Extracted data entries
╔══
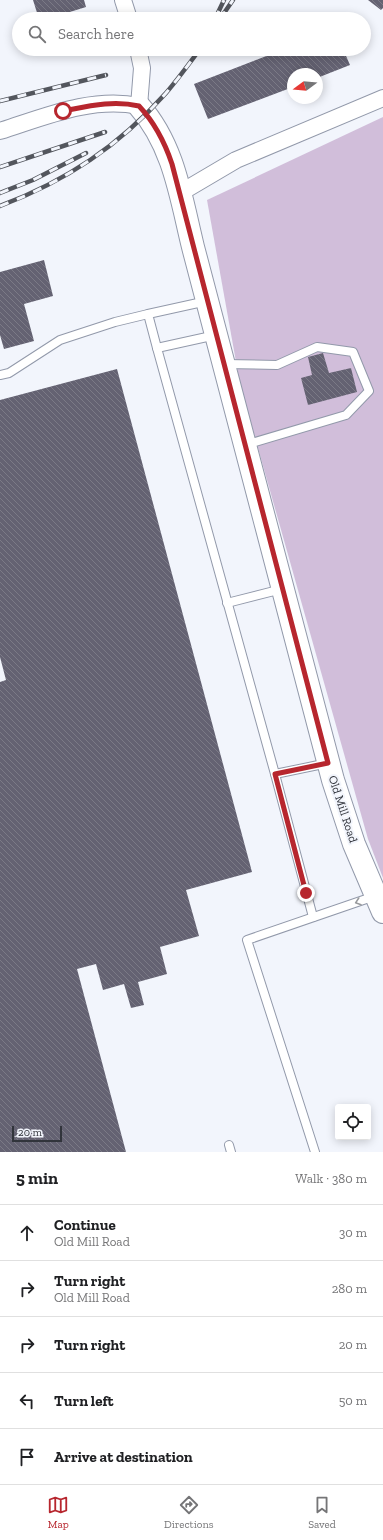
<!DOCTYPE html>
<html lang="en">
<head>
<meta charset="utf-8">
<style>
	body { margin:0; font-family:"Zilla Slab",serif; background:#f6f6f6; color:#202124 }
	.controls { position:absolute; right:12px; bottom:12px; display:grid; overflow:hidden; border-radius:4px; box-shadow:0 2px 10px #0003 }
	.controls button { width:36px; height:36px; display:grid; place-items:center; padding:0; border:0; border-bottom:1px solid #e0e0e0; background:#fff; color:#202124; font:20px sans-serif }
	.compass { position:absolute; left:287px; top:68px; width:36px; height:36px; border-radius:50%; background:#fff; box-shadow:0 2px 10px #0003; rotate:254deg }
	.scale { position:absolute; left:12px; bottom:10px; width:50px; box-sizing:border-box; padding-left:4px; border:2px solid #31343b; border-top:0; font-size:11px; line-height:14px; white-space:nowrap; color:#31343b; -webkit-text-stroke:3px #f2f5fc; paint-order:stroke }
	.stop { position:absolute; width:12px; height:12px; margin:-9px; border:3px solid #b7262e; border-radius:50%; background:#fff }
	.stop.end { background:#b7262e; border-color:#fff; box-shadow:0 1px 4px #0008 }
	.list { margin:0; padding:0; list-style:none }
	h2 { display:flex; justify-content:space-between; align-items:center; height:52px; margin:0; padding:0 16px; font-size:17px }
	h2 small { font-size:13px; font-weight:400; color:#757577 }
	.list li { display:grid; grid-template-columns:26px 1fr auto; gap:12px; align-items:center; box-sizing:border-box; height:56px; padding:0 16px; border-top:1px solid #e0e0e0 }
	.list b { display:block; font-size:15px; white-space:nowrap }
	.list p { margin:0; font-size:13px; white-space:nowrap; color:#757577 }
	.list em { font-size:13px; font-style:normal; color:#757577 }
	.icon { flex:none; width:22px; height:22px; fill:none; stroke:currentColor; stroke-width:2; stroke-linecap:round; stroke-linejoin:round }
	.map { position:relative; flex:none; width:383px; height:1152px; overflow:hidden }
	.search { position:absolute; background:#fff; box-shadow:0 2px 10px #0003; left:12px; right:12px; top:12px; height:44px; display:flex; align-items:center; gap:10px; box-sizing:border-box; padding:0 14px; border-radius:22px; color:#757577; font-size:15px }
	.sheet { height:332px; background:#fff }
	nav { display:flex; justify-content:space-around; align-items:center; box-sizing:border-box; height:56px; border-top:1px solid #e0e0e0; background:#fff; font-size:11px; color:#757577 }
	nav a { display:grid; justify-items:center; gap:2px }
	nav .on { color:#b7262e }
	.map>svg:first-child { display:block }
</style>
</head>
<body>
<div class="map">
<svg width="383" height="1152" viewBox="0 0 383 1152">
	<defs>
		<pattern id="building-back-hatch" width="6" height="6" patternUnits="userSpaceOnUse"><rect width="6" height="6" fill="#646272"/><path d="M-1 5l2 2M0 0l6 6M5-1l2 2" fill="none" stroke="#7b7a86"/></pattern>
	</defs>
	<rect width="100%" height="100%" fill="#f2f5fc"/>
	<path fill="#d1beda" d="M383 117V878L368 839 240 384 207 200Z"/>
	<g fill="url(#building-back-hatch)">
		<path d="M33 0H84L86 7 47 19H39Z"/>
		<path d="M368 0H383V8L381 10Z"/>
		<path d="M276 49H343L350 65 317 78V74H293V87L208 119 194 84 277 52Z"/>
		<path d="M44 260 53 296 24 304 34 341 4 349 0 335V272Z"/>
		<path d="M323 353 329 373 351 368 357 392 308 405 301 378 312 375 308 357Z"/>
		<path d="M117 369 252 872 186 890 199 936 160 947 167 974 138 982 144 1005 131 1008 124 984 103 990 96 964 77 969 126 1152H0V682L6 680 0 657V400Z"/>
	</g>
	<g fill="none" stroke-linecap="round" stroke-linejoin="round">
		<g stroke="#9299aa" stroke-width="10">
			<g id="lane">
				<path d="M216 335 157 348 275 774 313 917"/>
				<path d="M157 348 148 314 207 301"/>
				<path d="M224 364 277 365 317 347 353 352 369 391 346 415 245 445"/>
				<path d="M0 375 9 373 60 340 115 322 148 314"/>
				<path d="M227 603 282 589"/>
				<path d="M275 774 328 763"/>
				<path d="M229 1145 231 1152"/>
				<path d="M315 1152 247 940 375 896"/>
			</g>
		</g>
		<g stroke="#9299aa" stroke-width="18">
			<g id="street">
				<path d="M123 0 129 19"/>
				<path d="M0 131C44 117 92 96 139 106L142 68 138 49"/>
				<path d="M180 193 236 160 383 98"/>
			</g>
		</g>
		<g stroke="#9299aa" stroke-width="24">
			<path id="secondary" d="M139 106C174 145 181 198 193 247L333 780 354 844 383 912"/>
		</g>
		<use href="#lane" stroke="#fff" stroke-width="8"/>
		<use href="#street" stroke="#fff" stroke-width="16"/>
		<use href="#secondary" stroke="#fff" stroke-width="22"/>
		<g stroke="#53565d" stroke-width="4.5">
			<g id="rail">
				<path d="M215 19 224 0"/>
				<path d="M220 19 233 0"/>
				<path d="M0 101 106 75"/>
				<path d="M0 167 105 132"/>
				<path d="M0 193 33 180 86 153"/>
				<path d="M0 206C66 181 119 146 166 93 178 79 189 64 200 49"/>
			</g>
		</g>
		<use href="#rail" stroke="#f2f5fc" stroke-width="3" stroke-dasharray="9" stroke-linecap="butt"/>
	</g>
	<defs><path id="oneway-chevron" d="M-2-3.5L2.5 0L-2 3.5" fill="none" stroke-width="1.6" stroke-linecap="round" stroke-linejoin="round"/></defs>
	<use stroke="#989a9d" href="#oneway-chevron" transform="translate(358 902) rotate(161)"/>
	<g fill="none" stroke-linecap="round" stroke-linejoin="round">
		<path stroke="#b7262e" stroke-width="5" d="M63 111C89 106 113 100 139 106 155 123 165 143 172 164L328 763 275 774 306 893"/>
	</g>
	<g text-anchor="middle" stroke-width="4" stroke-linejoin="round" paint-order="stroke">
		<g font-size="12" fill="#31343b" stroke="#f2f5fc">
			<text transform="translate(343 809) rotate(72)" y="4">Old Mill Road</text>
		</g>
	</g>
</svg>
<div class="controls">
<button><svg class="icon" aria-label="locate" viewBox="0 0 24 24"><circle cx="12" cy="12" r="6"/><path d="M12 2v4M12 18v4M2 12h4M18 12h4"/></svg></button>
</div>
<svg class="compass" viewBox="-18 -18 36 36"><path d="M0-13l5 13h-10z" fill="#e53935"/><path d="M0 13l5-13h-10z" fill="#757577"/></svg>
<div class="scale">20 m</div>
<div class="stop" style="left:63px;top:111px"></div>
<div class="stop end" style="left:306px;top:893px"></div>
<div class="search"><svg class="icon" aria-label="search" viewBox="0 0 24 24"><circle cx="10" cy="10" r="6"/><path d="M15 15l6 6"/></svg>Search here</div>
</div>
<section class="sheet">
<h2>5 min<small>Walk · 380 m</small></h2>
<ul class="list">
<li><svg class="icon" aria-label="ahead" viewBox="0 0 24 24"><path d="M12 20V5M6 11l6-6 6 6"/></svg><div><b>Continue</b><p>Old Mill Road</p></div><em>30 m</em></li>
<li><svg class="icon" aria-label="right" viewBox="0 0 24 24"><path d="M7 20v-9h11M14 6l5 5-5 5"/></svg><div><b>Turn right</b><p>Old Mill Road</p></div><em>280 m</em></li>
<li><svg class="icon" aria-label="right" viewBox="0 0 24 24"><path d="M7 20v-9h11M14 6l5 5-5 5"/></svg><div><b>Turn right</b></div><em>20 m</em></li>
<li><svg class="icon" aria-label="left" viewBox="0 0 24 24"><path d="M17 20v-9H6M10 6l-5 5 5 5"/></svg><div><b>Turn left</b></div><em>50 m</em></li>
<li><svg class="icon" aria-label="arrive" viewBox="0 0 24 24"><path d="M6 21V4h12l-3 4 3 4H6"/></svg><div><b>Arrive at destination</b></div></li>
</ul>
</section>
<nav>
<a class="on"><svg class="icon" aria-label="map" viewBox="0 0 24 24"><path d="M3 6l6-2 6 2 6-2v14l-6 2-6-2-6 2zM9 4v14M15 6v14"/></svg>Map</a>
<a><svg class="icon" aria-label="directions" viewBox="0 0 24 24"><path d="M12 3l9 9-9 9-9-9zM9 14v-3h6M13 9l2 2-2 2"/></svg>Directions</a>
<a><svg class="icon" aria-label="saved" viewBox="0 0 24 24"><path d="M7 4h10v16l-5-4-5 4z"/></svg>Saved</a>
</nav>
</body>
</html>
╚══
╔══
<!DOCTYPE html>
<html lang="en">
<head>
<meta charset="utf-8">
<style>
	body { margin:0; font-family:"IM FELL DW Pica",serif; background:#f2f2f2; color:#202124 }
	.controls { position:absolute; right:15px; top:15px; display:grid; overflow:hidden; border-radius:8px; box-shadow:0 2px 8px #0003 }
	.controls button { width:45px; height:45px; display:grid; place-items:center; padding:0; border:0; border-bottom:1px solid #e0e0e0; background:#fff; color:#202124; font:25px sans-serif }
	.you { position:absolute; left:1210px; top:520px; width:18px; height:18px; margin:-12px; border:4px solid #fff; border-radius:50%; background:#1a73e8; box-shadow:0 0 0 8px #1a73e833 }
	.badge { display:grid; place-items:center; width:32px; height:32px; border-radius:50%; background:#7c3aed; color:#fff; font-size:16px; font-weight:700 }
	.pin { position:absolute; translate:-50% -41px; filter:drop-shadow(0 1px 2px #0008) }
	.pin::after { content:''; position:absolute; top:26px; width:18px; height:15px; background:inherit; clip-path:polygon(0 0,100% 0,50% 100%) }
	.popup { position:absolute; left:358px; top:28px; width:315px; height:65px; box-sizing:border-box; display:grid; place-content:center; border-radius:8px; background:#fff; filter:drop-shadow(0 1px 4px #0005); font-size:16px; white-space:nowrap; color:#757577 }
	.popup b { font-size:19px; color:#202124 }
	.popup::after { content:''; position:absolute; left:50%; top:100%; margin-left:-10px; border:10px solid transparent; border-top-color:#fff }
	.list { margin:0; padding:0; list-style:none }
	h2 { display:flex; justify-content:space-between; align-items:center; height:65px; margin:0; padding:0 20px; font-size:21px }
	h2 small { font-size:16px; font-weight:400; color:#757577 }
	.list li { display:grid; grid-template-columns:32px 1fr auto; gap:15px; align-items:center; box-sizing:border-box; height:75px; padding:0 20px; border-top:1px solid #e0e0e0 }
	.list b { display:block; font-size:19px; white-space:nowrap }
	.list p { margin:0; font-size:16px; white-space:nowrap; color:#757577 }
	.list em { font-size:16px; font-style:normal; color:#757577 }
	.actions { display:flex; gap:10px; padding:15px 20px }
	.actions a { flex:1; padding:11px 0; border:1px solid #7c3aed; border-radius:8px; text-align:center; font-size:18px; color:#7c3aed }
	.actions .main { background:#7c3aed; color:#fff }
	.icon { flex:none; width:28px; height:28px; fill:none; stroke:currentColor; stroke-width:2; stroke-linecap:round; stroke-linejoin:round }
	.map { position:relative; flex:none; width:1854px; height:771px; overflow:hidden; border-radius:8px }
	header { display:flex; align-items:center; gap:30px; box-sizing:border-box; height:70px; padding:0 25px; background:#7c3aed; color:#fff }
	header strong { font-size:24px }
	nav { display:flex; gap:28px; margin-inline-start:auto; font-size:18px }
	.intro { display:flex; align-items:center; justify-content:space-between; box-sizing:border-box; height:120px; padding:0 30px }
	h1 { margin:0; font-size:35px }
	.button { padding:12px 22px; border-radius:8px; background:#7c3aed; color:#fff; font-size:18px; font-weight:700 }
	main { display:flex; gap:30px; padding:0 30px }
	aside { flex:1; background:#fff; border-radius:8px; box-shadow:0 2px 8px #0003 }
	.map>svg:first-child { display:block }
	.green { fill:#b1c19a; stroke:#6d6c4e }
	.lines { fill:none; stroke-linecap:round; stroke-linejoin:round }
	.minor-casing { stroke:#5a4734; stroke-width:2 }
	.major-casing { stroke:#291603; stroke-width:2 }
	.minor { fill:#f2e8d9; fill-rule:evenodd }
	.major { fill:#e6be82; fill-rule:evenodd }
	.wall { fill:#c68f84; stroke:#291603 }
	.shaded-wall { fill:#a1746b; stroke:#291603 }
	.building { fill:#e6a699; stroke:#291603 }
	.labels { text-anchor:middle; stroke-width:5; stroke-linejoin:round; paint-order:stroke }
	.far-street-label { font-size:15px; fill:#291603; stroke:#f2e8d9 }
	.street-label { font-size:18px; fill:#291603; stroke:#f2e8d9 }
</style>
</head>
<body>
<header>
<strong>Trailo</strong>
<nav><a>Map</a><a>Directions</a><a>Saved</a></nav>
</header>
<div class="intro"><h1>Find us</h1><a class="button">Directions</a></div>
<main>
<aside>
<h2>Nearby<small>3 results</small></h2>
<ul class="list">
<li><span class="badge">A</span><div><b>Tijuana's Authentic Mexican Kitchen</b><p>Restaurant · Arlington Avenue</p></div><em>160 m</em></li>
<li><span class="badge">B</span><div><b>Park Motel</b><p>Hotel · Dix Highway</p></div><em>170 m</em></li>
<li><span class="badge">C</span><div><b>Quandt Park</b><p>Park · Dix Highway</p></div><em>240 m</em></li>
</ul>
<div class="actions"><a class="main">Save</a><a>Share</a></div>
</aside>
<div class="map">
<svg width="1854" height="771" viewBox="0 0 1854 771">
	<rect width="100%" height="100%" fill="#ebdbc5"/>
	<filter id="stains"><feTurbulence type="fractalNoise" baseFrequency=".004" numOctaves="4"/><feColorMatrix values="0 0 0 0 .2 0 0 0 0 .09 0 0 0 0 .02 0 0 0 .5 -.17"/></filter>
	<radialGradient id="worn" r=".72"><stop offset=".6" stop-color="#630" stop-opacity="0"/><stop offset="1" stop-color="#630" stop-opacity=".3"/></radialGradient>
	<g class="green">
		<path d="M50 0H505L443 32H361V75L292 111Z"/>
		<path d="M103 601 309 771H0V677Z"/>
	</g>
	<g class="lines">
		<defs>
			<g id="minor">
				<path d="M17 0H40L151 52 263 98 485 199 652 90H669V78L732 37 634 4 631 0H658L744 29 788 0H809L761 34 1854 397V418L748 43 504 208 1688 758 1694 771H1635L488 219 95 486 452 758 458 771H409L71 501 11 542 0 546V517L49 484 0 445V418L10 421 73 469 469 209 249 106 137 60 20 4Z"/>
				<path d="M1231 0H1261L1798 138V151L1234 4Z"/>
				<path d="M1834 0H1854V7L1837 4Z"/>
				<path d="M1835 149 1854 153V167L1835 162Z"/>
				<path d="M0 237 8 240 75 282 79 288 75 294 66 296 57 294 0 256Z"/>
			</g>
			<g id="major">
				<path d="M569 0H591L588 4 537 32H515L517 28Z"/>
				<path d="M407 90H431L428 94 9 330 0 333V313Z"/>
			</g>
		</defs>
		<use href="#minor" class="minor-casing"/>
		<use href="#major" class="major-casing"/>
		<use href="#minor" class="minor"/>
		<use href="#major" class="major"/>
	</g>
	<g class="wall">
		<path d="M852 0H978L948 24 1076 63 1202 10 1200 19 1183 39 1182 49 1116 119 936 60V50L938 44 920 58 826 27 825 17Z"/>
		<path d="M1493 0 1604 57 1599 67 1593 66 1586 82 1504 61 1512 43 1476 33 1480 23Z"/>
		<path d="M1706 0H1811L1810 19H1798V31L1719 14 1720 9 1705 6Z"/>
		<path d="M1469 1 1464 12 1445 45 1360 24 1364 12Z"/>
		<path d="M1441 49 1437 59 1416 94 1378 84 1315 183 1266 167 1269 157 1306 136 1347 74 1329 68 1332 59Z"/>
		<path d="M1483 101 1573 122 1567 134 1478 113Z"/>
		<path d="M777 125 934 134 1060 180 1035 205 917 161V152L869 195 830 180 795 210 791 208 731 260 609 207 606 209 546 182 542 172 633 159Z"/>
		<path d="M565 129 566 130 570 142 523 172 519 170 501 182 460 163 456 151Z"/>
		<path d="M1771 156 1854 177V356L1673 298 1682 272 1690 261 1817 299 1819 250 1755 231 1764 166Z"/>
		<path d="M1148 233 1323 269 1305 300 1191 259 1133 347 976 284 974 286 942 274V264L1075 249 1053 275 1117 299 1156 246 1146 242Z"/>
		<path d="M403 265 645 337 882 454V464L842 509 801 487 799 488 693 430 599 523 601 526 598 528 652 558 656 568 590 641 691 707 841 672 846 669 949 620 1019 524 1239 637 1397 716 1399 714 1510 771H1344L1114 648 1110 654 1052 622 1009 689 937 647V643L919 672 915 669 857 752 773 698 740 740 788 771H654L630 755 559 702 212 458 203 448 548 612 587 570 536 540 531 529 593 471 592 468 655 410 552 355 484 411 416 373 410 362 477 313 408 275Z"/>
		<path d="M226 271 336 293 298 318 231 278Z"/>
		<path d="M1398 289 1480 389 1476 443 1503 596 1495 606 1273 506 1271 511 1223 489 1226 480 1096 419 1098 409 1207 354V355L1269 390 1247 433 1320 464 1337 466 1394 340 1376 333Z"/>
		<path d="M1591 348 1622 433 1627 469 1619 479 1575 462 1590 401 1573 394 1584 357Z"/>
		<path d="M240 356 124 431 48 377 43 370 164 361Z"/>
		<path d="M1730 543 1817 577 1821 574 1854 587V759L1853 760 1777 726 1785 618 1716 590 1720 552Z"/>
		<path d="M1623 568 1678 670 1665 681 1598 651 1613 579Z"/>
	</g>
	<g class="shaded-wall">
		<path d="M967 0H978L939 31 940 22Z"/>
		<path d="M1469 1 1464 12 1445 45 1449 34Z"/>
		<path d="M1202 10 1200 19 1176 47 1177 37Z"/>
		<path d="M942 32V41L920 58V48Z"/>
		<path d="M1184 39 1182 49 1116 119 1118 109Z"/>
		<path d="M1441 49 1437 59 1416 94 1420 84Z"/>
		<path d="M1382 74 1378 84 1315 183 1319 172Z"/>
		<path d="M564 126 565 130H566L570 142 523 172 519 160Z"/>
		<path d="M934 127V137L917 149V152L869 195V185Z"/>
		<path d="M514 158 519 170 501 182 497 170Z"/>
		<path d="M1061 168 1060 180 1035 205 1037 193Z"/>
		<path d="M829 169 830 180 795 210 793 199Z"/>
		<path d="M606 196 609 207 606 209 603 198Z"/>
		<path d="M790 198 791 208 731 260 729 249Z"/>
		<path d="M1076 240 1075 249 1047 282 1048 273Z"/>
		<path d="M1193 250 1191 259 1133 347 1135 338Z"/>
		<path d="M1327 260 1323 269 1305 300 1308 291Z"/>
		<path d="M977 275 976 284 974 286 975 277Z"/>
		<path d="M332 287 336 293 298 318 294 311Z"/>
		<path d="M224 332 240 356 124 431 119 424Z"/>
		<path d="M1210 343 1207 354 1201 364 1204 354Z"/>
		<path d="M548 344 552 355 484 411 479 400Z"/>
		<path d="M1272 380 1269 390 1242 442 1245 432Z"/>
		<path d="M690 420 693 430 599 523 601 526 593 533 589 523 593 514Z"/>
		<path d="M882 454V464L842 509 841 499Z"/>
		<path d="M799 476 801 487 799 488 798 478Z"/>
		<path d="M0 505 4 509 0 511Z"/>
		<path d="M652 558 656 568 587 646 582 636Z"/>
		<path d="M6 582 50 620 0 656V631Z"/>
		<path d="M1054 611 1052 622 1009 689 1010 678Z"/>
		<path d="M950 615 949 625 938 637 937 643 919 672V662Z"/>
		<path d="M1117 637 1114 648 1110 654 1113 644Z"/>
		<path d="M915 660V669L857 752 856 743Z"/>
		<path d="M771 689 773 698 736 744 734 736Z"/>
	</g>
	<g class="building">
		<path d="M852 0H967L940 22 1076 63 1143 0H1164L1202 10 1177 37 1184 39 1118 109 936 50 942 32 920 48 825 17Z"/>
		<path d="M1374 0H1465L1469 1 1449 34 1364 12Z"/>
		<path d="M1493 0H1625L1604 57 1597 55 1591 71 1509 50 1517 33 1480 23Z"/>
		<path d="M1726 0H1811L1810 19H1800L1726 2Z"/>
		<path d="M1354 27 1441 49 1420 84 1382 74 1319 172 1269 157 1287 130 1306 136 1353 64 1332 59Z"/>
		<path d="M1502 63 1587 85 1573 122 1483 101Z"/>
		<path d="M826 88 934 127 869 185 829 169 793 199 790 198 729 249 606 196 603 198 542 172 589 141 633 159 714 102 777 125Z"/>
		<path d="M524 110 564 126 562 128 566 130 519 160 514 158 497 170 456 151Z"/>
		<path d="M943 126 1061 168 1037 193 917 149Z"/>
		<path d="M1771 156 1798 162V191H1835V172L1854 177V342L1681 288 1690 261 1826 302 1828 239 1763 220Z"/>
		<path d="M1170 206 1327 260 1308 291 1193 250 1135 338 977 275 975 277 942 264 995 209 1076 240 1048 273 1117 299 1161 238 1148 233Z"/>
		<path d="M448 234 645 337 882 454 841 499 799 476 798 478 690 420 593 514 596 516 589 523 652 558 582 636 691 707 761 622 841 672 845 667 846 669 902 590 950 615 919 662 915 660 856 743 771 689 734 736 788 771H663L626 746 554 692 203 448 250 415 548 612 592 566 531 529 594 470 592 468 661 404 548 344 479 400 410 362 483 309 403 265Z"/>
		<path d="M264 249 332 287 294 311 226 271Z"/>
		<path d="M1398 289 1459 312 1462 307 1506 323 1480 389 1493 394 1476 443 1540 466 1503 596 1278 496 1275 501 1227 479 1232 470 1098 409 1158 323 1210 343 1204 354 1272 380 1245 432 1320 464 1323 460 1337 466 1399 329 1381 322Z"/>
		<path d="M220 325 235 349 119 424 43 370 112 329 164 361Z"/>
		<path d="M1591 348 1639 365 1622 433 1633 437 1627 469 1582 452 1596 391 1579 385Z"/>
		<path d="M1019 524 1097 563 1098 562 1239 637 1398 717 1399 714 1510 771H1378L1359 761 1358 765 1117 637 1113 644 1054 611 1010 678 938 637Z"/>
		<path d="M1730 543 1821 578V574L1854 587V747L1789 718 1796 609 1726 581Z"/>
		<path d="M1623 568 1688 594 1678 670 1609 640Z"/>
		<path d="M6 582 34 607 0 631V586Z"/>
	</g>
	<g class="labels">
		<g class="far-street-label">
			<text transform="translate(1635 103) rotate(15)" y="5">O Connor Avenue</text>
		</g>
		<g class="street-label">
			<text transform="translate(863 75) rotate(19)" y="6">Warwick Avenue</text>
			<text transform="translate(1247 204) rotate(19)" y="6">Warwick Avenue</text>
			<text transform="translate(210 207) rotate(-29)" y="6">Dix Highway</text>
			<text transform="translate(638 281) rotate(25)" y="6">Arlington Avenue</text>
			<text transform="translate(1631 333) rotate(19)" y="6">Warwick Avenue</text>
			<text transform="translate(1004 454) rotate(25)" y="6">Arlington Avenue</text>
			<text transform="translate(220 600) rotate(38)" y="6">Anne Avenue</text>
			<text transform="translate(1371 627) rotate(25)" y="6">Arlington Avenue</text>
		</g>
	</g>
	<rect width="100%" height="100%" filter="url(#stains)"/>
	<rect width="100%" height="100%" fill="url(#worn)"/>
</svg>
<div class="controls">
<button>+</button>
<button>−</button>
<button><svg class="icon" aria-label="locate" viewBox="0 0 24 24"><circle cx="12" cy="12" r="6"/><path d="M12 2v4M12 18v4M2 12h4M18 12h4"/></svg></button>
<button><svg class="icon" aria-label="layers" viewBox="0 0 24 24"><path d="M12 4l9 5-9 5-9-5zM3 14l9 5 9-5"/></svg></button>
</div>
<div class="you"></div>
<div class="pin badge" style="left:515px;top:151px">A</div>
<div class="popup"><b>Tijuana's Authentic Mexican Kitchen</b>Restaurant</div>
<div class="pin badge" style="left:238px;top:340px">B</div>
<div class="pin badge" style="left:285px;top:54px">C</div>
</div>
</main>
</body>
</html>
╚══
**Exercise**. Starting at the line above that contains "position:absolute; left:1210px; top:520px;", repeat each line exactly up to and including the line that contains "content:''; position:absolute; top:26px;", and stop there.

**Answer below**.
	.you { position:absolute; left:1210px; top:520px; width:18px; height:18px; margin:-12px; border:4px solid #fff; border-radius:50%; background:#1a73e8; box-shadow:0 0 0 8px #1a73e833 }
	.badge { display:grid; place-items:center; width:32px; height:32px; border-radius:50%; background:#7c3aed; color:#fff; font-size:16px; font-weight:700 }
	.pin { position:absolute; translate:-50% -41px; filter:drop-shadow(0 1px 2px #0008) }
	.pin::after { content:''; position:absolute; top:26px; width:18px; height:15px; background:inherit; clip-path:polygon(0 0,100% 0,50% 100%) }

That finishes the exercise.